§ **THE TASK**
Without leaving anything out, print every line of the data.

● ● ● ●

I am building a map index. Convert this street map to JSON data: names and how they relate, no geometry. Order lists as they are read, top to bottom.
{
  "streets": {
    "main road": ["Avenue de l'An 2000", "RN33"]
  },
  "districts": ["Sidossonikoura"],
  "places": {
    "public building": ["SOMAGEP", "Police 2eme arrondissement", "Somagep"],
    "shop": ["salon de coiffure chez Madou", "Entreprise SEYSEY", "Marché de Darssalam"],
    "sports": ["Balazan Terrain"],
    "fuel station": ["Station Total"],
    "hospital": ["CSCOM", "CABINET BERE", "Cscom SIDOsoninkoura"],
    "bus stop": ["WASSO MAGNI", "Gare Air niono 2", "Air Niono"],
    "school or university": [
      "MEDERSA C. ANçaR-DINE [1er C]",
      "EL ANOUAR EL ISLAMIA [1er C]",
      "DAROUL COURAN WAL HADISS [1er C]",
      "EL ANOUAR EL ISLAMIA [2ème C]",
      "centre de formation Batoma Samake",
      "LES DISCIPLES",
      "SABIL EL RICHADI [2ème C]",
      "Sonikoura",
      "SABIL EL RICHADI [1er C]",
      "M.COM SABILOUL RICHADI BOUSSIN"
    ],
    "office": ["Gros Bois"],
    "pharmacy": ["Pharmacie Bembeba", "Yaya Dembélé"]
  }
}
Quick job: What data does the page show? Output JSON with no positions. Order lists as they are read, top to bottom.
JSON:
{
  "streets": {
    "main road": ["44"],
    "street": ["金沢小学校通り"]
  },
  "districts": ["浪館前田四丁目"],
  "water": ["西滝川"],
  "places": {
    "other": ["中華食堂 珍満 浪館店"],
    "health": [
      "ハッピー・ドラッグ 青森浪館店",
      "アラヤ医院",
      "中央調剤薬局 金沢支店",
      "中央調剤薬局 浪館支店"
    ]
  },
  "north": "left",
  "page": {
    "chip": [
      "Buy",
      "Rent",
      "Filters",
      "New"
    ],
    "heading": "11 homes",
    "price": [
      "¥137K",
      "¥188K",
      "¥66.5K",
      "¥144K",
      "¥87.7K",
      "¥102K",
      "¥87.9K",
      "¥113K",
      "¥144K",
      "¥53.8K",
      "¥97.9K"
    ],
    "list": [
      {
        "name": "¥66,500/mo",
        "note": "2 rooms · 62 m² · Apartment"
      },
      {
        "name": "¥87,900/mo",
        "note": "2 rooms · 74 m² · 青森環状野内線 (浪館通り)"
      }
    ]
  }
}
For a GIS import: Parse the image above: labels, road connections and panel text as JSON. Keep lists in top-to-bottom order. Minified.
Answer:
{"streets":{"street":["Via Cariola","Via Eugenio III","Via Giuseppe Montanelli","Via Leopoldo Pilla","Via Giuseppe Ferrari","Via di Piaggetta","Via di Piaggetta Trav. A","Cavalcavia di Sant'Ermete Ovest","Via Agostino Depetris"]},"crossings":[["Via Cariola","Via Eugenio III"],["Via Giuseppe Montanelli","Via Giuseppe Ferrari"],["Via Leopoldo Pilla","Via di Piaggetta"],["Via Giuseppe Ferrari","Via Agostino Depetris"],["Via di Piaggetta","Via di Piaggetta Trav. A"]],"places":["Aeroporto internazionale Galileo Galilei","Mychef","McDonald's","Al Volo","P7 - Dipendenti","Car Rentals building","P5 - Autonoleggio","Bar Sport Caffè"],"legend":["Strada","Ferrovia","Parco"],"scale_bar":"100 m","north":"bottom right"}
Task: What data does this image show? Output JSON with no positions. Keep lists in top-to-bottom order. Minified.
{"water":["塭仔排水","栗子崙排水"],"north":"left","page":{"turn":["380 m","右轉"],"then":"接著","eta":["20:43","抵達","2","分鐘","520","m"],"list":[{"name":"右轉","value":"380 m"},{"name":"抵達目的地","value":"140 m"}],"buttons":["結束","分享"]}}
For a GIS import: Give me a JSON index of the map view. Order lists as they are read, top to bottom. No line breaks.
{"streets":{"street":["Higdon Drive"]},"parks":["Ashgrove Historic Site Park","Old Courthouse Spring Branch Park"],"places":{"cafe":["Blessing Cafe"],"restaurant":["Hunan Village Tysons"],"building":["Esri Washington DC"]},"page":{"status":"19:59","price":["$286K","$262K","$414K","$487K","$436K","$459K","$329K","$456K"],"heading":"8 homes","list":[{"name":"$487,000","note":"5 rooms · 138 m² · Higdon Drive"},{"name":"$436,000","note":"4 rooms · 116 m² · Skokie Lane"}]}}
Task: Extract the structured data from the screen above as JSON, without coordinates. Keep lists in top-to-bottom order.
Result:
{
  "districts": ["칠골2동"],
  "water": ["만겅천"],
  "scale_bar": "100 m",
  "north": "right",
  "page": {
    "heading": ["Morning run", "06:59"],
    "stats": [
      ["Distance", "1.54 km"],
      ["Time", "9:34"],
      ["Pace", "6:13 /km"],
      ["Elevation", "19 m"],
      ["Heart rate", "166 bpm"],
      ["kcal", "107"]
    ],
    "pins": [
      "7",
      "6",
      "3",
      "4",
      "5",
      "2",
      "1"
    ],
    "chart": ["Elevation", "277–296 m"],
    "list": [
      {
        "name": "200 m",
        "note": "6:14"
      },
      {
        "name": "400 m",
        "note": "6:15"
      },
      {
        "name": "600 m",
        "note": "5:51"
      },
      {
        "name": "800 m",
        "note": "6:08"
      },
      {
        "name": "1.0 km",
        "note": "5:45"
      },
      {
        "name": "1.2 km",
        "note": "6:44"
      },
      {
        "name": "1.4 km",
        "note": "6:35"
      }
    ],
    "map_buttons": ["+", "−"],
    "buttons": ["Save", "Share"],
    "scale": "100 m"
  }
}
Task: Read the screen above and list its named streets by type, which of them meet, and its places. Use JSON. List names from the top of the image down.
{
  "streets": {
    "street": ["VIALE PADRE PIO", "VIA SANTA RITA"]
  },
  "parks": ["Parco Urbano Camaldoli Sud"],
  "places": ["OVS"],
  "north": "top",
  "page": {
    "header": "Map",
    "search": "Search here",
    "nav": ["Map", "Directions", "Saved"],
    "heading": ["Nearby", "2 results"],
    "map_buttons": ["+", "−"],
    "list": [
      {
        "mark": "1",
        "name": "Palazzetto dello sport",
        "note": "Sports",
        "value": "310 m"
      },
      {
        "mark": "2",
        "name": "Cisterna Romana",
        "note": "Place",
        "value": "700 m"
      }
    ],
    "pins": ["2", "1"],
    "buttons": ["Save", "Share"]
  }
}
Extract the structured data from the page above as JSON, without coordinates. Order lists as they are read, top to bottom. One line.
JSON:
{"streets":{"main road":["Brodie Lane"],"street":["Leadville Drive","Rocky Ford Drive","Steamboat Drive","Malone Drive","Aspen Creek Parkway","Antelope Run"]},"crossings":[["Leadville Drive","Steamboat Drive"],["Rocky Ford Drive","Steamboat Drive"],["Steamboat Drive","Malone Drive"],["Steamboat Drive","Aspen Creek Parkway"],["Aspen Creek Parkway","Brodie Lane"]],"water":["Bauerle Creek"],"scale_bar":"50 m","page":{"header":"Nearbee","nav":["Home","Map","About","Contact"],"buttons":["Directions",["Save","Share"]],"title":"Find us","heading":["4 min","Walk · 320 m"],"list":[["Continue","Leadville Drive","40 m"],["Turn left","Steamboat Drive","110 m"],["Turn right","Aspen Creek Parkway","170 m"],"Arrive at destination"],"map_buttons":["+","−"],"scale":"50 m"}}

● ● ● ●

§ **RESPONSE TO THE EXERCISE**
I am building a map index. Convert this street map to JSON data: names and how they relate, no geometry. Order lists as they are read, top to bottom.
{
  "streets": {
    "main road": ["Avenue de l'An 2000", "RN33"]
  },
  "districts": ["Sidossonikoura"],
  "places": {
    "public building": ["SOMAGEP", "Police 2eme arrondissement", "Somagep"],
    "shop": ["salon de coiffure chez Madou", "Entreprise SEYSEY", "Marché de Darssalam"],
    "sports": ["Balazan Terrain"],
    "fuel station": ["Station Total"],
    "hospital": ["CSCOM", "CABINET BERE", "Cscom SIDOsoninkoura"],
    "bus stop": ["WASSO MAGNI", "Gare Air niono 2", "Air Niono"],
    "school or university": [
      "MEDERSA C. ANçaR-DINE [1er C]",
      "EL ANOUAR EL ISLAMIA [1er C]",
      "DAROUL COURAN WAL HADISS [1er C]",
      "EL ANOUAR EL ISLAMIA [2ème C]",
      "centre de formation Batoma Samake",
      "LES DISCIPLES",
      "SABIL EL RICHADI [2ème C]",
      "Sonikoura",
      "SABIL EL RICHADI [1er C]",
      "M.COM SABILOUL RICHADI BOUSSIN"
    ],
    "office": ["Gros Bois"],
    "pharmacy": ["Pharmacie Bembeba", "Yaya Dembélé"]
  }
}
Quick job: What data does the page show? Output JSON with no positions. Order lists as they are read, top to bottom.
JSON:
{
  "streets": {
    "main road": ["44"],
    "street": ["金沢小学校通り"]
  },
  "districts": ["浪館前田四丁目"],
  "water": ["西滝川"],
  "places": {
    "other": ["中華食堂 珍満 浪館店"],
    "health": [
      "ハッピー・ドラッグ 青森浪館店",
      "アラヤ医院",
      "中央調剤薬局 金沢支店",
      "中央調剤薬局 浪館支店"
    ]
  },
  "north": "left",
  "page": {
    "chip": [
      "Buy",
      "Rent",
      "Filters",
      "New"
    ],
    "heading": "11 homes",
    "price": [
      "¥137K",
      "¥188K",
      "¥66.5K",
      "¥144K",
      "¥87.7K",
      "¥102K",
      "¥87.9K",
      "¥113K",
      "¥144K",
      "¥53.8K",
      "¥97.9K"
    ],
    "list": [
      {
        "name": "¥66,500/mo",
        "note": "2 rooms · 62 m² · Apartment"
      },
      {
        "name": "¥87,900/mo",
        "note": "2 rooms · 74 m² · 青森環状野内線 (浪館通り)"
      }
    ]
  }
}
For a GIS import: Parse the image above: labels, road connections and panel text as JSON. Keep lists in top-to-bottom order. Minified.
Answer:
{"streets":{"street":["Via Cariola","Via Eugenio III","Via Giuseppe Montanelli","Via Leopoldo Pilla","Via Giuseppe Ferrari","Via di Piaggetta","Via di Piaggetta Trav. A","Cavalcavia di Sant'Ermete Ovest","Via Agostino Depetris"]},"crossings":[["Via Cariola","Via Eugenio III"],["Via Giuseppe Montanelli","Via Giuseppe Ferrari"],["Via Leopoldo Pilla","Via di Piaggetta"],["Via Giuseppe Ferrari","Via Agostino Depetris"],["Via di Piaggetta","Via di Piaggetta Trav. A"]],"places":["Aeroporto internazionale Galileo Galilei","Mychef","McDonald's","Al Volo","P7 - Dipendenti","Car Rentals building","P5 - Autonoleggio","Bar Sport Caffè"],"legend":["Strada","Ferrovia","Parco"],"scale_bar":"100 m","north":"bottom right"}
Task: What data does this image show? Output JSON with no positions. Keep lists in top-to-bottom order. Minified.
{"water":["塭仔排水","栗子崙排水"],"north":"left","page":{"turn":["380 m","右轉"],"then":"接著","eta":["20:43","抵達","2","分鐘","520","m"],"list":[{"name":"右轉","value":"380 m"},{"name":"抵達目的地","value":"140 m"}],"buttons":["結束","分享"]}}
For a GIS import: Give me a JSON index of the map view. Order lists as they are read, top to bottom. No line breaks.
{"streets":{"street":["Higdon Drive"]},"parks":["Ashgrove Historic Site Park","Old Courthouse Spring Branch Park"],"places":{"cafe":["Blessing Cafe"],"restaurant":["Hunan Village Tysons"],"building":["Esri Washington DC"]},"page":{"status":"19:59","price":["$286K","$262K","$414K","$487K","$436K","$459K","$329K","$456K"],"heading":"8 homes","list":[{"name":"$487,000","note":"5 rooms · 138 m² · Higdon Drive"},{"name":"$436,000","note":"4 rooms · 116 m² · Skokie Lane"}]}}
Task: Extract the structured data from the screen above as JSON, without coordinates. Keep lists in top-to-bottom order.
Result:
{
  "districts": ["칠골2동"],
  "water": ["만겅천"],
  "scale_bar": "100 m",
  "north": "right",
  "page": {
    "heading": ["Morning run", "06:59"],
    "stats": [
      ["Distance", "1.54 km"],
      ["Time", "9:34"],
      ["Pace", "6:13 /km"],
      ["Elevation", "19 m"],
      ["Heart rate", "166 bpm"],
      ["kcal", "107"]
    ],
    "pins": [
      "7",
      "6",
      "3",
      "4",
      "5",
      "2",
      "1"
    ],
    "chart": ["Elevation", "277–296 m"],
    "list": [
      {
        "name": "200 m",
        "note": "6:14"
      },
      {
        "name": "400 m",
        "note": "6:15"
      },
      {
        "name": "600 m",
        "note": "5:51"
      },
      {
        "name": "800 m",
        "note": "6:08"
      },
      {
        "name": "1.0 km",
        "note": "5:45"
      },
      {
        "name": "1.2 km",
        "note": "6:44"
      },
      {
        "name": "1.4 km",
        "note": "6:35"
      }
    ],
    "map_buttons": ["+", "−"],
    "buttons": ["Save", "Share"],
    "scale": "100 m"
  }
}
Task: Read the screen above and list its named streets by type, which of them meet, and its places. Use JSON. List names from the top of the image down.
{
  "streets": {
    "street": ["VIALE PADRE PIO", "VIA SANTA RITA"]
  },
  "parks": ["Parco Urbano Camaldoli Sud"],
  "places": ["OVS"],
  "north": "top",
  "page": {
    "header": "Map",
    "search": "Search here",
    "nav": ["Map", "Directions", "Saved"],
    "heading": ["Nearby", "2 results"],
    "map_buttons": ["+", "−"],
    "list": [
      {
        "mark": "1",
        "name": "Palazzetto dello sport",
        "note": "Sports",
        "value": "310 m"
      },
      {
        "mark": "2",
        "name": "Cisterna Romana",
        "note": "Place",
        "value": "700 m"
      }
    ],
    "pins": ["2", "1"],
    "buttons": ["Save", "Share"]
  }
}
Extract the structured data from the page above as JSON, without coordinates. Order lists as they are read, top to bottom. One line.
JSON:
{"streets":{"main road":["Brodie Lane"],"street":["Leadville Drive","Rocky Ford Drive","Steamboat Drive","Malone Drive","Aspen Creek Parkway","Antelope Run"]},"crossings":[["Leadville Drive","Steamboat Drive"],["Rocky Ford Drive","Steamboat Drive"],["Steamboat Drive","Malone Drive"],["Steamboat Drive","Aspen Creek Parkway"],["Aspen Creek Parkway","Brodie Lane"]],"water":["Bauerle Creek"],"scale_bar":"50 m","page":{"header":"Nearbee","nav":["Home","Map","About","Contact"],"buttons":["Directions",["Save","Share"]],"title":"Find us","heading":["4 min","Walk · 320 m"],"list":[["Continue","Leadville Drive","40 m"],["Turn left","Steamboat Drive","110 m"],["Turn right","Aspen Creek Parkway","170 m"],"Arrive at destination"],"map_buttons":["+","−"],"scale":"50 m"}}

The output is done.